JUNEAU -- A bill to increase the state's alcohol tax by a dime a drink may be on the rocks in the House.
House Finance Committee co-chair Eldon Mulder said Monday that the bill takes too big a bite out of the liquor industry.
Mulder, a Republican from Anchorage, said he supports an increase in the state's 3 cent-per-drink alcohol tax. ''But not at the level it is now,'' he said.
''A 300 percent increase in the alcohol tax is pretty steep,'' Mulder said.
The measure is sponsored by Rep. Lisa Murkowski, R-Anchorage. It would increase the tax on beer, wine and spirits.
House Bill 225 sits in House Finance, where a similar measure was voted down on Monday as part of a larger tax package.

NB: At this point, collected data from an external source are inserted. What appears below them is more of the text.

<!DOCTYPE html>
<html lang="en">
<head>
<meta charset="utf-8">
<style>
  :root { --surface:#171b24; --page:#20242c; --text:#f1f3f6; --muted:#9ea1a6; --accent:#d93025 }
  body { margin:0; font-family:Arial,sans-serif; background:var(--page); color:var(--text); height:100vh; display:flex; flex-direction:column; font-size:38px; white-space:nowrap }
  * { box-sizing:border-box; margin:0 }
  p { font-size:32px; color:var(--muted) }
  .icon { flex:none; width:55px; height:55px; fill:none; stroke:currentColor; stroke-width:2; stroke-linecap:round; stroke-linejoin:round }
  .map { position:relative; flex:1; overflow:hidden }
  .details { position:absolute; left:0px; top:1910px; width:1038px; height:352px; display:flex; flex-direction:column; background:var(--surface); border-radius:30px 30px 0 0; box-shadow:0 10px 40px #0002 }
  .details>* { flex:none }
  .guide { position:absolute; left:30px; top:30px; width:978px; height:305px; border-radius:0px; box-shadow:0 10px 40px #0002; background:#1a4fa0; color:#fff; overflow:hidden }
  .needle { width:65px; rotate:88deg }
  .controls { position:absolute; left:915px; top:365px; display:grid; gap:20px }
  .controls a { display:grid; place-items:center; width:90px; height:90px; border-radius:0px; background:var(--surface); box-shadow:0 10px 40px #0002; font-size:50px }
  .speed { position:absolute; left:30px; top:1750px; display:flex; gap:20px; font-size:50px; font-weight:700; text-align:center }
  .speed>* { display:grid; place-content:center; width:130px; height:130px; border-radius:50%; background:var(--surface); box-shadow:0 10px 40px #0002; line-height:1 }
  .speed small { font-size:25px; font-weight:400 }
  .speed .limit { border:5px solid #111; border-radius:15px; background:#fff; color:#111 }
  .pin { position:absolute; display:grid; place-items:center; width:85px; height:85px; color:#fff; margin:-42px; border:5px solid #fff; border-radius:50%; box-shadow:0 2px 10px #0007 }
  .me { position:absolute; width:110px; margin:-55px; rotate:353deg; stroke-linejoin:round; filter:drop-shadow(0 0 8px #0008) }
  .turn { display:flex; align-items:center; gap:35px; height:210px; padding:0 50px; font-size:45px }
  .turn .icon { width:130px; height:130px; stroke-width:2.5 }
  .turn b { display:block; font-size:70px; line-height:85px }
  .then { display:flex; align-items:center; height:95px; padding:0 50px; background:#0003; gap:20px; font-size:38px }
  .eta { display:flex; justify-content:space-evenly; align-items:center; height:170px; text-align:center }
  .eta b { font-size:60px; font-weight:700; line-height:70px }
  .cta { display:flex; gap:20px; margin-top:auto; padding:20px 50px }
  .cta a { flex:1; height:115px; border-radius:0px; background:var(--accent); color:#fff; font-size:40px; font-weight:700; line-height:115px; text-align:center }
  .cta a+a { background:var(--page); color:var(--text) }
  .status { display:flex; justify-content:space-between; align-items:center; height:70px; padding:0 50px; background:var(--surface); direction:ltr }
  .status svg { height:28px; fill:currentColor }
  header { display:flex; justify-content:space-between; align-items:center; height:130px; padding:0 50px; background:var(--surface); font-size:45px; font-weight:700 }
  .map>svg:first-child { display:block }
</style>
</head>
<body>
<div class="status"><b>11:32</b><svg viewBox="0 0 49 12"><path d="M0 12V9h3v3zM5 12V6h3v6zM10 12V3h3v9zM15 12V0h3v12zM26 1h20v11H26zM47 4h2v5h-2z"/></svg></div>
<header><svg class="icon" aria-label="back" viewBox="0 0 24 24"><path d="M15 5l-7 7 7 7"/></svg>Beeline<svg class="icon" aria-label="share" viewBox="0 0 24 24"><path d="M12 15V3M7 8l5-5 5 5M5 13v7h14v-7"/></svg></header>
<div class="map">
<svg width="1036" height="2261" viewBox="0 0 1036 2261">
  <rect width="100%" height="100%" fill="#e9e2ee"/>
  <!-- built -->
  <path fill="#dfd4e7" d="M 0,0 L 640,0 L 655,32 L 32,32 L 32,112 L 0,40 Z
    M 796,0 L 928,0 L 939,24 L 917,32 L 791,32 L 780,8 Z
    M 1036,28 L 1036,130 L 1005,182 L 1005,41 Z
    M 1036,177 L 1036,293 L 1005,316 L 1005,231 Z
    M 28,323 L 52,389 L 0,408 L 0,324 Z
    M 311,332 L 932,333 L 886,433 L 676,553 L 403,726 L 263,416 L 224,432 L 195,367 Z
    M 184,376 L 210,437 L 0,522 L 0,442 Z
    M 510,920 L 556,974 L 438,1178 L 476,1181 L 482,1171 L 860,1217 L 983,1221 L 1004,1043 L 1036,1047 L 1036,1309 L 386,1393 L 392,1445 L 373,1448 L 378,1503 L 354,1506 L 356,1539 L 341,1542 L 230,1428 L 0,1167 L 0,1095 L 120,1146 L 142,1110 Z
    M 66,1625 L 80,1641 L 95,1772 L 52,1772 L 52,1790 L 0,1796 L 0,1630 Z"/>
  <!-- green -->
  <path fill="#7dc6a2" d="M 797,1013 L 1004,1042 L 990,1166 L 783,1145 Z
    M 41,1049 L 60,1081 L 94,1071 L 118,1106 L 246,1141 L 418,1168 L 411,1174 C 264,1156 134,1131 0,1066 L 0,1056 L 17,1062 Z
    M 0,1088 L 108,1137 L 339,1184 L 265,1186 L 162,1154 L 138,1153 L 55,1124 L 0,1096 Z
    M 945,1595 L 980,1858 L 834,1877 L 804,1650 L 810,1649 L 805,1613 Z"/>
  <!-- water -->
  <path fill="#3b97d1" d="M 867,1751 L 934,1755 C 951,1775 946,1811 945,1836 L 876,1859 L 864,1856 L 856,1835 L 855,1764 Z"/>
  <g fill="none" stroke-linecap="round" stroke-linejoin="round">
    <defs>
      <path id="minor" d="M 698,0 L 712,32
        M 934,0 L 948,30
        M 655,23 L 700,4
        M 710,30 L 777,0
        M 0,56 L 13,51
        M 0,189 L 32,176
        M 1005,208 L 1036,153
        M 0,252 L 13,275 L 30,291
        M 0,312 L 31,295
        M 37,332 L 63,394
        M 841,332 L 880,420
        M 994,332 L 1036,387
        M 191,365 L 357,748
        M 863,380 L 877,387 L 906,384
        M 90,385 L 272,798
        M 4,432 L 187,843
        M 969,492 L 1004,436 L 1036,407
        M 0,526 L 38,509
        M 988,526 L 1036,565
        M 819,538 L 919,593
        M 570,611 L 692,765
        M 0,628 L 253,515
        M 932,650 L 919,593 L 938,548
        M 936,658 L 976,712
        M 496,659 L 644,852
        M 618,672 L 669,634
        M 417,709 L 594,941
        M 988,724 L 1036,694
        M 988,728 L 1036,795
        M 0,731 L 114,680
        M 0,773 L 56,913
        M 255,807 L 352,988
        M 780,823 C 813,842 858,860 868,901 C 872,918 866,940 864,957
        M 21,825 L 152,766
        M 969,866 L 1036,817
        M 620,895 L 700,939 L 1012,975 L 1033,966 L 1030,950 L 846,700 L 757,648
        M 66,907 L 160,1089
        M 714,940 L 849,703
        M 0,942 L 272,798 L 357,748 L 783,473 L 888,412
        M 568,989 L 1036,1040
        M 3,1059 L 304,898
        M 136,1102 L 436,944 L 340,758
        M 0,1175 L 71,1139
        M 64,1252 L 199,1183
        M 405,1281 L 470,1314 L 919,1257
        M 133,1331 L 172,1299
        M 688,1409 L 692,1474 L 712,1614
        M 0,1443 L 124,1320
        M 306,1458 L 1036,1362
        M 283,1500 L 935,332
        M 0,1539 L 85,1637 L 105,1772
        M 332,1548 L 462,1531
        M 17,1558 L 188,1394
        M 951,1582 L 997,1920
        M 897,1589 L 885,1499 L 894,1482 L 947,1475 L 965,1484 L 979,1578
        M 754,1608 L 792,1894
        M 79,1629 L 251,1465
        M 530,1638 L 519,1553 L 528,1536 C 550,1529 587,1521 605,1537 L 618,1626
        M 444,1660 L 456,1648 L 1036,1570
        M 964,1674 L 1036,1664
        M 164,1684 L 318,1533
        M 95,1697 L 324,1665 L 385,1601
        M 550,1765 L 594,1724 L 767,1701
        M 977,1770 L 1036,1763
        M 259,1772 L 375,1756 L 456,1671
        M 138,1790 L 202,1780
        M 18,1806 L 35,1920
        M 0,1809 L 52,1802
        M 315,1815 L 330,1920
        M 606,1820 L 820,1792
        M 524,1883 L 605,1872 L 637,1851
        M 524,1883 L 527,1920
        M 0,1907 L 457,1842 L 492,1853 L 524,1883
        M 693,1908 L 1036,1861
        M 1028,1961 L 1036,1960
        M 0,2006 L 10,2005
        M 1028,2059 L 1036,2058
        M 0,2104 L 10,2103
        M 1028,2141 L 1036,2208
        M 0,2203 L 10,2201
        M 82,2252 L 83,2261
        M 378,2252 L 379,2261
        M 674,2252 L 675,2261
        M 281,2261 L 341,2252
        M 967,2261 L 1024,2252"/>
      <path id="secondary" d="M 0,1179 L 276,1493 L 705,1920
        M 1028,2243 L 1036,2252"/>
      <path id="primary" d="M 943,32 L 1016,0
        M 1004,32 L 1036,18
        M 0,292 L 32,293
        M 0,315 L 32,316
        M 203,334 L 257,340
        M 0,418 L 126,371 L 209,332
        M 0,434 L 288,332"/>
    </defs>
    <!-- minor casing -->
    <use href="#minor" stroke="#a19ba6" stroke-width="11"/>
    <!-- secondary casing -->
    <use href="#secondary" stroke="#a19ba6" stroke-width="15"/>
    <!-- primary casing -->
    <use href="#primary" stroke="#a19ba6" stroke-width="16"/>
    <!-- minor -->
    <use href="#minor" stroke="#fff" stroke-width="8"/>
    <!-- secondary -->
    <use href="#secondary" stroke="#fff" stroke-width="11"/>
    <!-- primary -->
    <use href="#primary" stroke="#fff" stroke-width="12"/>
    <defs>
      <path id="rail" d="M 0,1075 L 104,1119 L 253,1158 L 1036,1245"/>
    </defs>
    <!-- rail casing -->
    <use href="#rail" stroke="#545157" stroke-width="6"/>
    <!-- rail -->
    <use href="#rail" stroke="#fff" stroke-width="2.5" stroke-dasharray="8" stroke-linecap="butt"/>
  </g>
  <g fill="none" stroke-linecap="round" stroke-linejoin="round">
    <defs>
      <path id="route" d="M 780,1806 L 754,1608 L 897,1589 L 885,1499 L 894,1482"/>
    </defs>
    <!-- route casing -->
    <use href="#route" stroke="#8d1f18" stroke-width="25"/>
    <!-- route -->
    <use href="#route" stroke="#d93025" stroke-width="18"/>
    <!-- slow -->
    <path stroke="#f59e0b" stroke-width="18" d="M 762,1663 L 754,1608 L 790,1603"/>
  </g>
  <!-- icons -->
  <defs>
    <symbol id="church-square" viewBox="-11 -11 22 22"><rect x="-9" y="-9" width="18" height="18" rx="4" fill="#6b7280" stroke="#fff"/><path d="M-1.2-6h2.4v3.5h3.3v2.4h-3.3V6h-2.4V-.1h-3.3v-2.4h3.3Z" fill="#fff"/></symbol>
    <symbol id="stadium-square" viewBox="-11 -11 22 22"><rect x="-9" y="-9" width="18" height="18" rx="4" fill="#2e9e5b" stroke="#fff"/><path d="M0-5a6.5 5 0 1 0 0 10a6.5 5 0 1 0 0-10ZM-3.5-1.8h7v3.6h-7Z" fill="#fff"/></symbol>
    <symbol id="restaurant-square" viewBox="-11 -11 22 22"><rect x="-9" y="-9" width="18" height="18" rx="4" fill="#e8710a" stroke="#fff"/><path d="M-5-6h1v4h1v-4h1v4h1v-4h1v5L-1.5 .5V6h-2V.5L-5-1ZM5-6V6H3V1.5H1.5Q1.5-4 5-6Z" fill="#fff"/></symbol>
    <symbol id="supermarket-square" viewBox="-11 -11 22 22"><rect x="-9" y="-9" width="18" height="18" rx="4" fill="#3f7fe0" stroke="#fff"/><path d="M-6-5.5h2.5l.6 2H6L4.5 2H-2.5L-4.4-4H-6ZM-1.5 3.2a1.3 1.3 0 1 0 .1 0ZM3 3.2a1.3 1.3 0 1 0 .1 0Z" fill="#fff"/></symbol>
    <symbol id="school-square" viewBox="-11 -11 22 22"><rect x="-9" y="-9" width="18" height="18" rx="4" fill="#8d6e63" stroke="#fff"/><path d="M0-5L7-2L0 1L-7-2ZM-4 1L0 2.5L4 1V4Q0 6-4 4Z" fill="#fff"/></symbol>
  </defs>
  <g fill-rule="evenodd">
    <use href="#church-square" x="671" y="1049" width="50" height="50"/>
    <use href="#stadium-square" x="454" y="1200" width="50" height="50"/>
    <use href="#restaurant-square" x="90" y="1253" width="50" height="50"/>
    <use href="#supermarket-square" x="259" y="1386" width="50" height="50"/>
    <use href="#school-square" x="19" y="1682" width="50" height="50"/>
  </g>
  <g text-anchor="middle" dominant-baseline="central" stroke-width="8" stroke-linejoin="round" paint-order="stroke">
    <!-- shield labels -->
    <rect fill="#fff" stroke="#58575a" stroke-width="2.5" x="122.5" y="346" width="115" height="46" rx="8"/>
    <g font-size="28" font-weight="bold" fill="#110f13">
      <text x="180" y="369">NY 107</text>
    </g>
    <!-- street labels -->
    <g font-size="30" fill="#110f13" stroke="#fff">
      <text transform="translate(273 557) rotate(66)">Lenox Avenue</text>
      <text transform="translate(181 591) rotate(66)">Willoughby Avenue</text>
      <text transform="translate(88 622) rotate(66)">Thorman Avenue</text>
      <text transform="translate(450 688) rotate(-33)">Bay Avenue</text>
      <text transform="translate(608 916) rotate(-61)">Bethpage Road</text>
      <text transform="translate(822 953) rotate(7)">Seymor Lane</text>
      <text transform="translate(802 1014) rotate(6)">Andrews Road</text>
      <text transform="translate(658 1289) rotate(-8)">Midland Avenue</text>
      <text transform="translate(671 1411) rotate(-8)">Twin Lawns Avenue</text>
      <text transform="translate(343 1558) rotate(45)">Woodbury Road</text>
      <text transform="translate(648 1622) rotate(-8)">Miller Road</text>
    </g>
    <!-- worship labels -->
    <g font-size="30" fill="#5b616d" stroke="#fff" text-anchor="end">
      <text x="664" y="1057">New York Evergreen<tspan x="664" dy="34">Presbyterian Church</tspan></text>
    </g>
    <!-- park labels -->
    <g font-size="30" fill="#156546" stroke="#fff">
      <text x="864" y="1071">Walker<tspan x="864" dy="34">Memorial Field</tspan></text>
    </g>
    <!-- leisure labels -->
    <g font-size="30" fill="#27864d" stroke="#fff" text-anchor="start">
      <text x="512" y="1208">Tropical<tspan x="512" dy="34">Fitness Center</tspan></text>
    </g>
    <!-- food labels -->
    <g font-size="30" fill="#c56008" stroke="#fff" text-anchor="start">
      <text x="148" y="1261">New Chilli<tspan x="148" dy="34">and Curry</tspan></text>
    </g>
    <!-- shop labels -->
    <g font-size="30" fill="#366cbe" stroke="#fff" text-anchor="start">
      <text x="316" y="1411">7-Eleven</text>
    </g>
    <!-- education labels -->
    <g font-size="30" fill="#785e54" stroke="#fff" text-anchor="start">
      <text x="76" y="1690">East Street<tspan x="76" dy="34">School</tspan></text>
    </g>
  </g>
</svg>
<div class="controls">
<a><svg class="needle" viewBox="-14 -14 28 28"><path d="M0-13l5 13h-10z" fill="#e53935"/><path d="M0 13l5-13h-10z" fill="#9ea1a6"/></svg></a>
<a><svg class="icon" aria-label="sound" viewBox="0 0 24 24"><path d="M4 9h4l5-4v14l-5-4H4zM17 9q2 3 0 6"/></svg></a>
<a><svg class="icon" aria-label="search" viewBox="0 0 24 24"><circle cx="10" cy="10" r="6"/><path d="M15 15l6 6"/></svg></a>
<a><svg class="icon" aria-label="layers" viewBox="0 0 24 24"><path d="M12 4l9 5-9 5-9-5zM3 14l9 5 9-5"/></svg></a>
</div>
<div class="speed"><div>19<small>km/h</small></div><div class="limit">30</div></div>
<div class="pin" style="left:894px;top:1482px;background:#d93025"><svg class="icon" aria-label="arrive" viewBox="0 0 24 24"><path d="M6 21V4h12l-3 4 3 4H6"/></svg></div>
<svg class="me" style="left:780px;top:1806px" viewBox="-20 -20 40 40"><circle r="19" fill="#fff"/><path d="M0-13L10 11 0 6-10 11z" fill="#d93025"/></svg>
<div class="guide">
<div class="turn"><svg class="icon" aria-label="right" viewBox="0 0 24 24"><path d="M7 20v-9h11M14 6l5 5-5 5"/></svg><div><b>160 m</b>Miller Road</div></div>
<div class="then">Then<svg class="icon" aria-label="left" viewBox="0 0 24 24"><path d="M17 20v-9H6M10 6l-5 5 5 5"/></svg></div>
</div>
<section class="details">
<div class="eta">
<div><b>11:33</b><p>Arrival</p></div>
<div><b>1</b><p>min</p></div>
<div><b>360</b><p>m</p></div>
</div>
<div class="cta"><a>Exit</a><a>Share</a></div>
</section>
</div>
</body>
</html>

Murkowski proposes increasing the excise tax on alcohol by about 10 cents per drink, raising it to 13 cents per drink on beer and wine and 14 cents a drink on hard liquor.
Mulder said Monday that a 5-cent per drink increase in the alcohol tax would be more appropriate. He said a nickel a drink increase would satisfy both business interests and advocates who favor an increase.
During committee action on Monday, Mulder voted to impose a 3 percent statewide sales tax that could increase the tax on some alcoholic beverages more than would Murkowski's proposal.
But the tax affects consumers rather than wholesale retailers, who would be exempt from a sales tax under the plan approved Monday, said Denny DeWitt, an aide to Mulder.
Alaska's alcohol tax has not been raised in 18 years and a dime-a-drink increase would make it among the highest in the nation, Murkowski said in a sponsor's statement.
But supporters of the measure say Alaska is also a national leaders in incidents of fetal alcohol syndrome and in alcohol-related deaths. Alcohol-related deaths in rural Alaska are seven times the national average, the statement said.
Supporters also note that the state's excise tax on alcohol does not raise enough money to pay for the cost of alcohol abuse to state government.
Alcohol abuse costs the state's economy about $453 million annually, according to a 2001 study by the McDowell Group. The study estimated the cost to state government -- both to the legal system and public assistance -- is about $150 million a year.
The study was commissioned by the state Department of Health and Social Services advisory board on alcohol and drug abuse.
The state's alcohol tax raises about $12 million annually and Murkowski's increase would bring that to about $34 million.
Murkowski said it would be irresponsible for lawmakers not to increase the state's alcohol tax.
She plans to try to get her bill voted out of the House Finance Committee or have an amendment offered on the House floor to increase the tax.